Here is the question. We’ve been advised to only purchase a modest home that we can afford and that we should live within our means. Not that we shouldn’t increase our means, but that at any given time, we should live within our current means.
Based on your experience and philosophy, would you recommend that a family first develop the means, then buy the home of their liking, or buy the home of their liking first, which is beyond their current means, then allow additional means to present themselves? The latter seems to contradict the leaders of the Church, but you may have an insight that we have overlooked.
Thank you so much for the excellent resources you have provided and thank you for any insights you can provide regarding our question.
Sincerely, T and J
First of all, always live within your means. Never make a purchase based on an expectation that you will somehow increase your means to cover the obligation. If the way is already identified, that’s not as risky, but still, be wise.
There is a time and a season for everything, and in my experience there was a time for us to slow down and lay a better financial foundation, (even while people all around us were getting all the things we desperately wanted for ourselves), and there was a time for us to reap the benefits and enjoy an increased measure of prosperity.

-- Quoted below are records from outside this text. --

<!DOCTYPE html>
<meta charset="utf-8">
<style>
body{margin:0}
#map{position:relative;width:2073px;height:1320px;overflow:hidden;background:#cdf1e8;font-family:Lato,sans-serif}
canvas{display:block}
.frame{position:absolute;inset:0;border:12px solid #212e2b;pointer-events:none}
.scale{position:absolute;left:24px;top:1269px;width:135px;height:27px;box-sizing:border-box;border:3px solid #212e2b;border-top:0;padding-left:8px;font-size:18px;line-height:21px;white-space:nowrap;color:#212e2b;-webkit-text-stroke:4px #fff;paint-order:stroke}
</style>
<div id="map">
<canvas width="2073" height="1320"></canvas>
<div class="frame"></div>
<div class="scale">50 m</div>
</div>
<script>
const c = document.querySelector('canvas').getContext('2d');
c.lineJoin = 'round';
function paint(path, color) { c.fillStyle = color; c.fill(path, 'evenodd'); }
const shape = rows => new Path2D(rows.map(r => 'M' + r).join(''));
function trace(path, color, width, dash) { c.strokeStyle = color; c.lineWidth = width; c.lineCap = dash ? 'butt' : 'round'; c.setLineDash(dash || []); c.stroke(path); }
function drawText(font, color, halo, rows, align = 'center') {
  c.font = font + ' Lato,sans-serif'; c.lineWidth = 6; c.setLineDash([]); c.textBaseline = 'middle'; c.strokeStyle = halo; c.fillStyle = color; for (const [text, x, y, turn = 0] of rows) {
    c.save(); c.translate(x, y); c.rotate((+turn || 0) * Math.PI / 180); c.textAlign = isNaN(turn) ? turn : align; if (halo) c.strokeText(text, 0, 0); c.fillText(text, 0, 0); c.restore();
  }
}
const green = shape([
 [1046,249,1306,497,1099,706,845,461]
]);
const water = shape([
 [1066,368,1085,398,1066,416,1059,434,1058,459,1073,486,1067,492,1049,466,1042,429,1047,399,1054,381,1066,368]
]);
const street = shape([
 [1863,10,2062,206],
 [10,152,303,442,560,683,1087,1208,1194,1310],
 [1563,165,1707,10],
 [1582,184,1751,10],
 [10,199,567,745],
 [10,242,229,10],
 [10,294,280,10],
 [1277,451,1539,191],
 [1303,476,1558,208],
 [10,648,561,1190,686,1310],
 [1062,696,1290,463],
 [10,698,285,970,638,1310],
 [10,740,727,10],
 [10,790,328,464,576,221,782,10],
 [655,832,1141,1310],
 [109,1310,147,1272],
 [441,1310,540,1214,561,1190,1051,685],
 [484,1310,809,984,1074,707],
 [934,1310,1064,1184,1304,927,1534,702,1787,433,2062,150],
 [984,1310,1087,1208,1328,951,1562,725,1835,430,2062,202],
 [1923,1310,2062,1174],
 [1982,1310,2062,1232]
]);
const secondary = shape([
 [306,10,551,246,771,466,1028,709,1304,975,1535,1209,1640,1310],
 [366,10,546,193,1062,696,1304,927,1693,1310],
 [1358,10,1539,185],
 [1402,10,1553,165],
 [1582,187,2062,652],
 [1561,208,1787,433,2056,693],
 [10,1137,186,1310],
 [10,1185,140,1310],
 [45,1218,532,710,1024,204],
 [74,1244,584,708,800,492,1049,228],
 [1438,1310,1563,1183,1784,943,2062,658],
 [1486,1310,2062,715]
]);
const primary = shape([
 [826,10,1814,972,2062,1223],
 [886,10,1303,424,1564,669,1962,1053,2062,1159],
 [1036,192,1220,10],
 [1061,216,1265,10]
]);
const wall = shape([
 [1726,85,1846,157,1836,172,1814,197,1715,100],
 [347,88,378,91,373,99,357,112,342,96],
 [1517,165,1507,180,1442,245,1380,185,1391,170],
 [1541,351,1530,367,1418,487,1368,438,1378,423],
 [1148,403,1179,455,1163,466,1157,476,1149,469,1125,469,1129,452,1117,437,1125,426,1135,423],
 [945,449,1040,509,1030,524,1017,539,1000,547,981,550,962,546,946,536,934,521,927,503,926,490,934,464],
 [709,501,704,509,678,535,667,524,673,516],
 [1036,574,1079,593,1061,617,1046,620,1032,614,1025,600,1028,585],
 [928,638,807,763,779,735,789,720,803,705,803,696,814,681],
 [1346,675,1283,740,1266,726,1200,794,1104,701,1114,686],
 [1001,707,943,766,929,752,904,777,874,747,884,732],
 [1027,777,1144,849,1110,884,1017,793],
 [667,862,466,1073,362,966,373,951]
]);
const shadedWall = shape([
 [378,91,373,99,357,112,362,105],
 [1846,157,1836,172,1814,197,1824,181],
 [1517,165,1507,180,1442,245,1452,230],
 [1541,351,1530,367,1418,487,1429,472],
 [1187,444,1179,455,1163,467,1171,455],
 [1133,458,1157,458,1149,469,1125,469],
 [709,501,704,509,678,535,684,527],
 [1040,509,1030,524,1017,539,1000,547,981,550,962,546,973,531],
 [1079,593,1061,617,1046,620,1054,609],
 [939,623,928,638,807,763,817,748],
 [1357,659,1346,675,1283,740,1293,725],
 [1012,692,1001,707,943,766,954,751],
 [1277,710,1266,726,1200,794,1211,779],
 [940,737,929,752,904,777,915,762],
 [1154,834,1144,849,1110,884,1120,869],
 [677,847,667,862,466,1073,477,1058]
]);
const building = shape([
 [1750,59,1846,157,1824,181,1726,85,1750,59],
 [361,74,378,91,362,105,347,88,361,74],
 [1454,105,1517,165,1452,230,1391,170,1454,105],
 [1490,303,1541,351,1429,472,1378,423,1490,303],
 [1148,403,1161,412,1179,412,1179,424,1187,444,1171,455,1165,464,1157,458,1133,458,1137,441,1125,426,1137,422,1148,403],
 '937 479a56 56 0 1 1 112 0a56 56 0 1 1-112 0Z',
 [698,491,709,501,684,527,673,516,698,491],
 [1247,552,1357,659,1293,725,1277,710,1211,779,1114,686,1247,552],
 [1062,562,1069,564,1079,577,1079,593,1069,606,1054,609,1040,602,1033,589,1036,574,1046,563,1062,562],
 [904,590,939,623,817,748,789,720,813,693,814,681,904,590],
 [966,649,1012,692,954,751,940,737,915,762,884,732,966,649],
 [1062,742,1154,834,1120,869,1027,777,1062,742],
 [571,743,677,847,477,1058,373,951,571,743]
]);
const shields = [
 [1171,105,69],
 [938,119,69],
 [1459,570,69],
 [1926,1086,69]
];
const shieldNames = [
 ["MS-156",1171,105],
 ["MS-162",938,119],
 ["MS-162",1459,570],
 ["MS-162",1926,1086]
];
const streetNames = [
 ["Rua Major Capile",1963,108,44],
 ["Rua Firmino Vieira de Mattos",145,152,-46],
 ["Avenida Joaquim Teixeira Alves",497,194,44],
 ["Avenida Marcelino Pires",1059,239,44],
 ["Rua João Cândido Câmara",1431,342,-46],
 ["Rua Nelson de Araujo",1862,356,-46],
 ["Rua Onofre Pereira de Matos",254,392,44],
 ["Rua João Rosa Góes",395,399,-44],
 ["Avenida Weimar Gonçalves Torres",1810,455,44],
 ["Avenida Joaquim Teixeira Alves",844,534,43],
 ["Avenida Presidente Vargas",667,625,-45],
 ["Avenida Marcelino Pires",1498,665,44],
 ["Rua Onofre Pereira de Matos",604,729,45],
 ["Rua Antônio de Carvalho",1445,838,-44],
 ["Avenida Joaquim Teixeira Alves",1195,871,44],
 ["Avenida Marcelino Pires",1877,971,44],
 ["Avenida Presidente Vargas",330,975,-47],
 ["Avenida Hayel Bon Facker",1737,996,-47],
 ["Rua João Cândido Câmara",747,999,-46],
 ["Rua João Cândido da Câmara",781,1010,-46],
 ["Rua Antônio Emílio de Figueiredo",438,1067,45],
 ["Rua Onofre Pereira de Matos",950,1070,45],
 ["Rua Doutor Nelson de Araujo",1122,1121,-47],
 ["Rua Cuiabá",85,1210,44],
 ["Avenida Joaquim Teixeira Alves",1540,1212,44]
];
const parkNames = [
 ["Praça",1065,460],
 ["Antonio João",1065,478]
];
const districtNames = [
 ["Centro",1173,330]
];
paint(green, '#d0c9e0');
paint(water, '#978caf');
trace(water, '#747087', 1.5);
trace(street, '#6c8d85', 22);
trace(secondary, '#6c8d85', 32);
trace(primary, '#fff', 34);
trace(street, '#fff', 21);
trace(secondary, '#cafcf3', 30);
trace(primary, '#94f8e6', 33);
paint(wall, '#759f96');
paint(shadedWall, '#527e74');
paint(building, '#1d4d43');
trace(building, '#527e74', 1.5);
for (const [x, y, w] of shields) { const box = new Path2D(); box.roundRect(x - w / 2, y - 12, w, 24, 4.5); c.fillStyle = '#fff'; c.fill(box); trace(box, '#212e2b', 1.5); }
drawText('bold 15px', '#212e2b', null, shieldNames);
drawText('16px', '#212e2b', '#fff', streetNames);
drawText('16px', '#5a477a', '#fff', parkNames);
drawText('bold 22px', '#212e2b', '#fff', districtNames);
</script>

These seasons are cyclical.
The concepts I learned helped me believe that one day the prosperity would happen for us, and gave me the courage to believe it was actually okay to reap a few benefits when the season for the harvest finally came. Without the principles, I would have been too afraid to receive them.
This is why it’s so important to rely on personal inspiration to get the timing right. There are different times to put money to different purposes.
At a time when we were solidly bent on putting all the money we had into the purchase of our home so that it would have no mortgage, we were stopped at every turn until we finally considered the possibility that there was something else we were supposed to do with that money.
Once we finally started to listen again, we felt directed (against our comfort level) to get a larger home (so that we could finally settle down and focus on other things) and only put half of our money into it, leaving us with a mortgage. The mortgage payment was well within our means, but this choice was much less comfortable than the idea of having no mortgage at all.
To proceed with getting a mortgage was counter to what we originally thought was best, and we couldn’t understand the reason until more than 6 months later, when we realized that the money needed to be liquid so that we could publish the book ourselves, something that benefitted us in ways we never could have predicted.
I can’t directly counsel someone to do half the stuff we’ve done, because timing, purpose, and direction will be different for everyone on each person’s path. The only real security lies in gathering all the wisdom you can, make the wisest choice you know, and then see if you can get the peaceful assurance – your own personal revelation – that you’re on the right track.
Some of the things we’ve done might appear irresponsible and foolish on the outside looking in, and we would never publish half of it. The main key is to do your research and then trust your own instincts, with a good understanding of general guidelines so that if you do something completely outrageous, you are consciously aware of what you’re doing and why, and can move forward with an assurance that you’ve made the right choice for you.
Bottom line, the principles I teach are there to help a person overcome the fear of following the right inner voice. They are not there to help a person overcome the fear of doing something stupid.